[Exercise inputs]

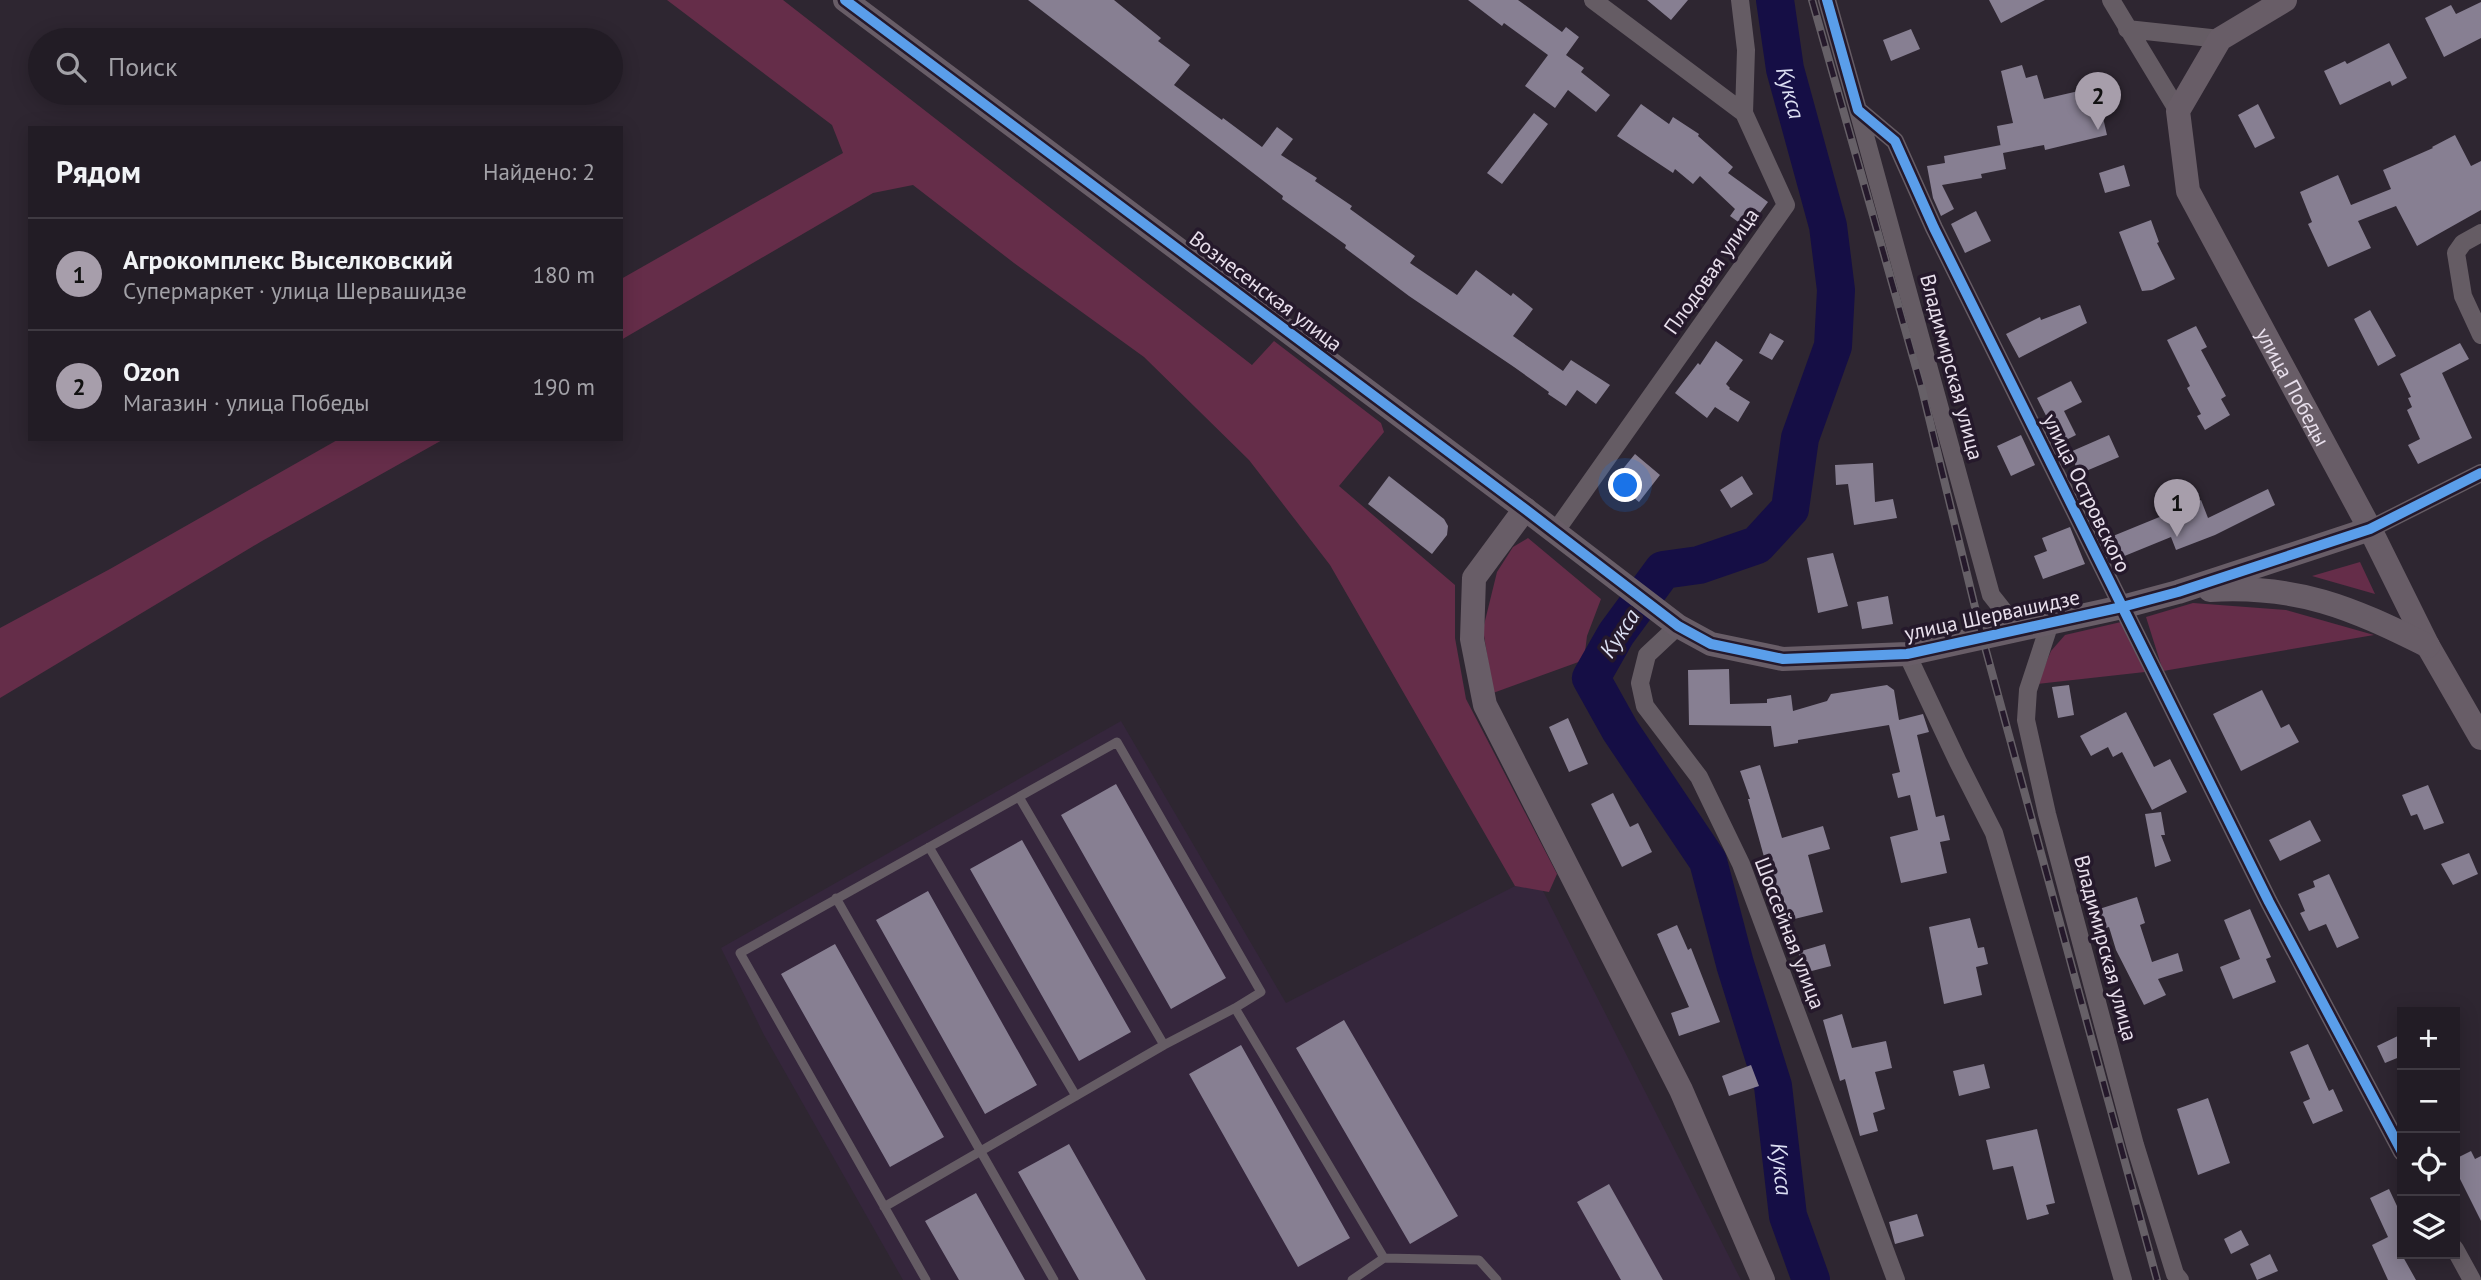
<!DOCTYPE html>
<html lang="ru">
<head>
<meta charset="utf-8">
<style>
  body { margin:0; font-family:"PT Sans",sans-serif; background:#2e2932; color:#f1f3f6 }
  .controls { position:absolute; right:21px; bottom:21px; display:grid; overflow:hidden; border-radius:0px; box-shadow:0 4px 18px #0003 }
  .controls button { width:63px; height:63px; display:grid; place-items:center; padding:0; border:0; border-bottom:2px solid #3f3a42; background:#221c25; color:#f1f3f6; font:35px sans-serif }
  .you { position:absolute; left:1626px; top:486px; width:24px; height:24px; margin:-18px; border:5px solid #fff; border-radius:50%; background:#1a73e8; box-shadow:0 0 0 10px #1a73e833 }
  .badge { display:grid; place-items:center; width:46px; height:46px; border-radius:50%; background:#a79eab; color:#111; font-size:23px; font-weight:700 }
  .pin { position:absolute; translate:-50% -58px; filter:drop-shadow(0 2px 4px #0008) }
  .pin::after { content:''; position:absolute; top:37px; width:24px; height:21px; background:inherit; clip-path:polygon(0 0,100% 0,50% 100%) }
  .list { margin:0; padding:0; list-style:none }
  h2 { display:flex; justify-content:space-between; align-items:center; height:91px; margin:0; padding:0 28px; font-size:30px }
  h2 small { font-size:23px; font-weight:400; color:#a2a1a7 }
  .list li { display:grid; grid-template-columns:46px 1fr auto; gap:21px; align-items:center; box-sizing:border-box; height:112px; padding:0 28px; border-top:2px solid #3f3a42 }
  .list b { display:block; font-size:26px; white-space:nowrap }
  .list p { margin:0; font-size:23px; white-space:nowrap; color:#a2a1a7 }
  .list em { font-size:23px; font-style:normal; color:#a2a1a7 }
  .icon { flex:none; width:38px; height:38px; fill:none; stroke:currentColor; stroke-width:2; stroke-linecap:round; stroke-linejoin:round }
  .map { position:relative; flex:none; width:2481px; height:1280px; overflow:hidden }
  .search { position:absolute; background:#221c25; box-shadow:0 4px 18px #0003; left:28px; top:28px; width:595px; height:77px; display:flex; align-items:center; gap:18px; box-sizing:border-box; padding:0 24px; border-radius:38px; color:#a2a1a7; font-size:26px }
  .panel { position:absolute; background:#221c25; box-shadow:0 4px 18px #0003; left:28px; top:126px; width:595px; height:315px; border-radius:0px }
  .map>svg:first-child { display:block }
</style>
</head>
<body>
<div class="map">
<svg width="2481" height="1280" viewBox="0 0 2481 1280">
  <rect width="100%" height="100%" fill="#2e2631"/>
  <path fill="#35263c" d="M1121,721L1286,1003L1515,886L1542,889L1741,1280H903L764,1035L721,948Z"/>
  <path fill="#652d49" d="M667,0H783L1252,365L1274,341L1381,423L1384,432L1339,486L1455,585V638L1466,699L1557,874L1549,892L1515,886L1330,565L1249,460L1144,357L1014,263L913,185L873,193L621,340V279L843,153L832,125Z
    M339,439H444L262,541L0,698V628L110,569Z
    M1528,538L1601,599L1587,636L1584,660L1493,693L1483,629L1497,572L1513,547Z
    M2360,562L2375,594L2312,576Z
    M2193,603L2286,610L2374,635L2163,671L2146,617Z
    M2121,622L2145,672L2037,684L2051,651L2065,635Z"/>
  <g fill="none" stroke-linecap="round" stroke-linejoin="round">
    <path stroke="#150e45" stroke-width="38" id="s1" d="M1775,0L1785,69L1828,226L1836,290L1833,346L1800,438L1790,509L1757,545L1699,565L1663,570L1616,634L1591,678L1620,730L1708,861L1735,964L1773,1086L1788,1216L1811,1280"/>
  </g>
  <path fill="#877f92" d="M1028,0H1114L1161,38L1158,41L1190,65L1174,85L1222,120L1223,118L1262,147L1277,127L1293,139L1281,155L1317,178L1315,181L1352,206L1350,209L1415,256L1410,263L1457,295L1476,270L1511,296L1513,293L1533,309L1513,336L1563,371L1571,360L1610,385L1596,404L1577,390L1566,406L1548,394L1549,392L1514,367L1409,296L1345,248L1346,245L1282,199L1283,196Z
    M1468,0H1518L1562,32L1566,27L1579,37L1566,55L1584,68L1581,72L1610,95L1596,112L1568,90L1555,108L1525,86L1548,55L1504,23L1502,26Z
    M1647,0H1688L1671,20Z
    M1989,0H2045L2001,23Z
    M2481,2V38L2444,57L2425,18L2451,5L2456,14Z
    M1911,29L1920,49L1891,61L1883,40Z
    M2389,43L2407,78L2392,86L2390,81L2340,105L2324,71L2345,61L2347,64Z
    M2022,65L2026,78L2037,75L2044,99L2096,87L2107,135L2045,150L2044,145L2003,153L2006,169L1981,174L1982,178L1942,185L1954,209L1941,216L1933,198L1927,166L1945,163L1944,156L2001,145V148L1997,126L2013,123L2001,71Z
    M1641,104L1669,124L1673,117L1699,134L1698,136L1733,167L1728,173L1768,202L1748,229L1730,216L1735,209L1700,176L1693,184L1675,169L1673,173L1617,136Z
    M2258,104L2275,138L2255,148L2238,115Z
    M1534,113L1548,124L1502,184L1487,173Z
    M2455,135L2471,166L2481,161V210L2417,246L2396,206L2358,221L2371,248L2328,267L2308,224L2312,222L2300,192L2338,175L2351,205L2391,189L2383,170L2433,148L2432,147Z
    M2124,165L2130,186L2105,193L2099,173Z
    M1976,211L1991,241L1965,253L1951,224Z
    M2151,220L2159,242L2157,243L2175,279L2152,290L2142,291L2119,232Z
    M2080,305L2087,323L2019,358L2006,334L2040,317L2041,320Z
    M2370,310L2396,356L2378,366L2354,319Z
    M2196,326L2207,347L2201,350L2226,396L2221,399L2230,415L2205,430L2197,416L2201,414L2187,388L2190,386L2167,340Z
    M1770,333L1784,341L1772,360L1759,353Z
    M1716,341L1743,360L1726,384L1730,388L1729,389L1750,402L1738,422L1715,407L1707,418L1675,393L1698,363L1700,365Z
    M2460,343L2469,359L2442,373L2472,438L2418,464L2408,445L2420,439L2407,410L2412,407L2408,398L2411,397L2400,374Z
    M2071,381L2082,402L2064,411L2076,435L2060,443L2037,398Z
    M2021,435L2035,465L2011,476L1997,446Z
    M2109,435L2119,457L2079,474L2070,452Z
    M1635,454L1660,475L1639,502L1613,481Z
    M1873,463L1875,502L1893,499L1897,518L1854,525L1848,484L1836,485L1835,465Z
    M1389,476L1444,519L1448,526L1447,535L1432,554L1368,504Z
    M1742,476L1753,494L1731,508L1720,490Z
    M2268,489L2275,505L2215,535L2176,550L2171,537L2122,557L2113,536L2201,500L2208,518Z
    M2070,527L2085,564L2043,579L2034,556L2047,551L2042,538Z
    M1833,553L1848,606L1818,613L1807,558Z
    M1888,596L1893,624L1862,629L1857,602Z
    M1729,669L1730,704L1767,703V699L1791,695L1793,711L1827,701L1831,694L1887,685L1894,690L1899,720L1923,714L1929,732L1917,735L1936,817L1944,815L1950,840L1940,842L1947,873L1901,883L1890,837L1918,830L1910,795L1898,798L1892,774L1900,772L1889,725L1798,740V743L1774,747L1771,726L1689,725L1688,670Z
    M2069,685L2074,715L2058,718L2052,687Z
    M2262,690L2281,728L2289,724L2299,742L2241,771L2213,714Z
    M2126,712L2154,767L2170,759L2187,792L2152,810L2122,752L2113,757L2108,747L2091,756L2080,736Z
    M1568,718L1588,764L1569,772L1549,727Z
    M1760,765L1782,838L1823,826L1830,849L1808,855L1823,912L1782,922L1748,799H1750L1740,771Z
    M1116,784L1226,978L1171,1009L1061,815Z
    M2428,785L2444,823L2424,830L2417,814L2411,816L2402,795Z
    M1613,793L1630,827L1638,823L1652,852L1622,867L1591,804Z
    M2161,812L2165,835H2161L2171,861L2155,867L2145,814Z
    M2310,820L2321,841L2280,861L2269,840Z
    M1022,840L1131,1032L1079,1061L970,869Z
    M2469,853L2478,874L2453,885L2441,864Z
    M2329,874L2359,938L2337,948L2326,924L2309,931L2300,913L2305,911L2298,894L2315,887L2313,881Z
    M928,891L1037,1085L985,1114L876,920Z
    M2137,897L2145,923L2140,925L2152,962L2178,953L2183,971L2158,979L2166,995L2144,1005L2116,950L2109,927L2102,929L2096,910Z
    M2250,909L2271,957L2266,959L2276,982L2233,999L2220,967L2240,959L2224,920Z
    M1970,918L1978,948L1984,947L1988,964L1976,967L1982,995L1944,1004L1929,927Z
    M1677,925L1688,950L1691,948L1720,1022L1679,1036L1671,1013L1689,1007L1657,934Z
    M835,944L944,1137L890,1167L781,974Z
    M1825,944L1831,966L1804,973L1798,952Z
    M1842,1014L1852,1048L1886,1041L1892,1068L1875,1072L1885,1109L1873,1113L1878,1131L1860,1136L1845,1079L1840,1081L1823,1020Z
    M1344,1020L1458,1216L1410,1244L1296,1048Z
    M2402,1034V1056L2385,1063L2377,1046Z
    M2308,1044L2329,1091L2333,1089L2343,1111L2313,1124L2303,1102L2310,1099L2290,1052Z
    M1241,1045L1350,1238L1298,1267L1189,1074Z
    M1984,1064L1990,1088L1959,1096L1953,1071Z
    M1751,1065L1759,1086L1729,1096L1722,1076Z
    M2208,1098L2230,1163L2198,1175L2177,1109Z
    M2037,1129L2055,1203L2046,1205L2049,1214L2027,1220L2013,1166L1993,1170L1986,1140Z
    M1069,1144L1146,1280H1079L1018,1172Z
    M2471,1151L2475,1159L2481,1156V1221L2455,1169V1159Z
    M1609,1184L1663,1280H1621L1577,1202Z
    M2389,1189L2397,1206L2402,1204V1255L2416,1280H2388L2372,1245L2388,1237L2370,1198Z
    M976,1193L1025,1280H959L925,1221Z
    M1917,1214L1924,1236L1895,1244L1889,1222Z
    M2241,1230L2249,1245L2231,1254L2224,1239Z
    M2270,1254L2278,1271L2257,1280L2250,1264Z"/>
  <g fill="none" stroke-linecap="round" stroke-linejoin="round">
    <path stroke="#655c64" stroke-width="9" d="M1019,797L1164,1045
      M929,847L1076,1096
      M836,898L1054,1280
      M1235,1008L1384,1258
      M884,1207L1164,1045L1235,1008L1261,992L1117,742L740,953L926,1280
      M1352,1280L1384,1258L1479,1260L1497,1280"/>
    <path stroke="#655c64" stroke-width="18" d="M1740,0L1746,50L1744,113
      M1827,0L1858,110L1895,141L1934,228L2269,902L2402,1152
      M2111,0L2178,111
      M2127,29L2220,39
      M1858,110L1991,595L2018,629
      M2481,233L2463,243L2456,253L2463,296L2481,335
      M2370,529L2481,473
      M1555,532L1786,205L1744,113L1593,0
      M2050,623L2028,690L2026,720L2047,814L2135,1145L2175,1274L2180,1280
      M1678,626L1647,655L1640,683L1645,706L1699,777L1741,864L1896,1280
      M1907,654L1958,762L1994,833L2123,1280
      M2455,1249L2472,1280"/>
    <g stroke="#685d67" stroke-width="24">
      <path d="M845,0L1525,509L1678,626L1711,644L1783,659L1907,654L2122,607L2178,592L2370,529"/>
      <path id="s2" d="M2285,0L2220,39L2178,111L2188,191L2370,529L2428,646L2481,738"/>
      <path d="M1525,509L1474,578L1472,639L1485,705L1681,1090L1763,1280"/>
      <path d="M2210,590C2298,585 2350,607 2428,646"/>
    </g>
    <defs>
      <path id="rail" d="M1812,0L1922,389L1982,636L2157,1280"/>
    </defs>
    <use href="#rail" stroke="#666067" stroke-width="8"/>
    <use href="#rail" stroke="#25192b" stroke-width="5" stroke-dasharray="16" stroke-linecap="butt"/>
    <defs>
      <path id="cycleway" d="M845,0L1525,509L1678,626L1711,644L1783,659L1907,654L2122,607L2178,592L2370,529L2481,473
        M1827,0L1858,110L1895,141L1934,228L2269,902L2402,1152"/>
    </defs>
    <use href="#cycleway" stroke="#25192b" stroke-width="15"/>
    <use href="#cycleway" stroke="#5a9eea" stroke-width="10"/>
  </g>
  <g text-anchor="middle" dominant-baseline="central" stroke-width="7" stroke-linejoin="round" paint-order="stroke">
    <g font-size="21" fill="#e8dfec" stroke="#25192b">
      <text transform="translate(1711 271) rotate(-55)">Плодовая улица</text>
      <text transform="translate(1266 291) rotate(37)">Вознесенская улица</text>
      <text transform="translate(1952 367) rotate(75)">Владимирская улица</text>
      <text stroke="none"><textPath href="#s2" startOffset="462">улица Победы</textPath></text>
      <text transform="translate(2087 493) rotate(64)">улица Островского</text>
      <text transform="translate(1992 615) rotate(-12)">улица Шервашидзе</text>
      <text transform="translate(1790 933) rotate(69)">Шоссейная улица</text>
      <text transform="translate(2106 948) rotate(75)">Владимирская улица</text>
    </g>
    <g font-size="23" font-style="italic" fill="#dbdef2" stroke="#25192b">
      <text stroke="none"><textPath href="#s1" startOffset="94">Кукса</textPath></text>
      <text transform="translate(1619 633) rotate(-57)">Кукса</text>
      <text stroke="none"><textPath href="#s1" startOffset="1334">Кукса</textPath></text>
    </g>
  </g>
</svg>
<div class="controls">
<button>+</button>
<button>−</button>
<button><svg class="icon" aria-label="locate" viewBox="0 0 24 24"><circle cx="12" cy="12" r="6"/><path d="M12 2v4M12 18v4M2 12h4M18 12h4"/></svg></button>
<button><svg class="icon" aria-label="layers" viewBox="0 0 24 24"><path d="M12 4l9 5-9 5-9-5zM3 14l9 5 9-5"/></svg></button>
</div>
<div class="you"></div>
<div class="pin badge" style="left:2177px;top:537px">1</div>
<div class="pin badge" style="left:2098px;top:130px">2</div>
<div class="search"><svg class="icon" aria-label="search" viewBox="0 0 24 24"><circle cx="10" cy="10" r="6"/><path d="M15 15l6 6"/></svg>Поиск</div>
<section class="panel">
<h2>Рядом<small>Найдено: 2</small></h2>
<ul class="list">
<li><span class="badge">1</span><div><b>Агрокомплекс Выселковский</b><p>Супермаркет · улица Шервашидзе</p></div><em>180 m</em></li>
<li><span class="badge">2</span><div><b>Ozon</b><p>Магазин · улица Победы</p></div><em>190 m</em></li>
</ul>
</section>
</div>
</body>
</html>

[Task instructions] From the data above, report how many lines include the string "nowrap". The number alone will do.

[Answer space] 2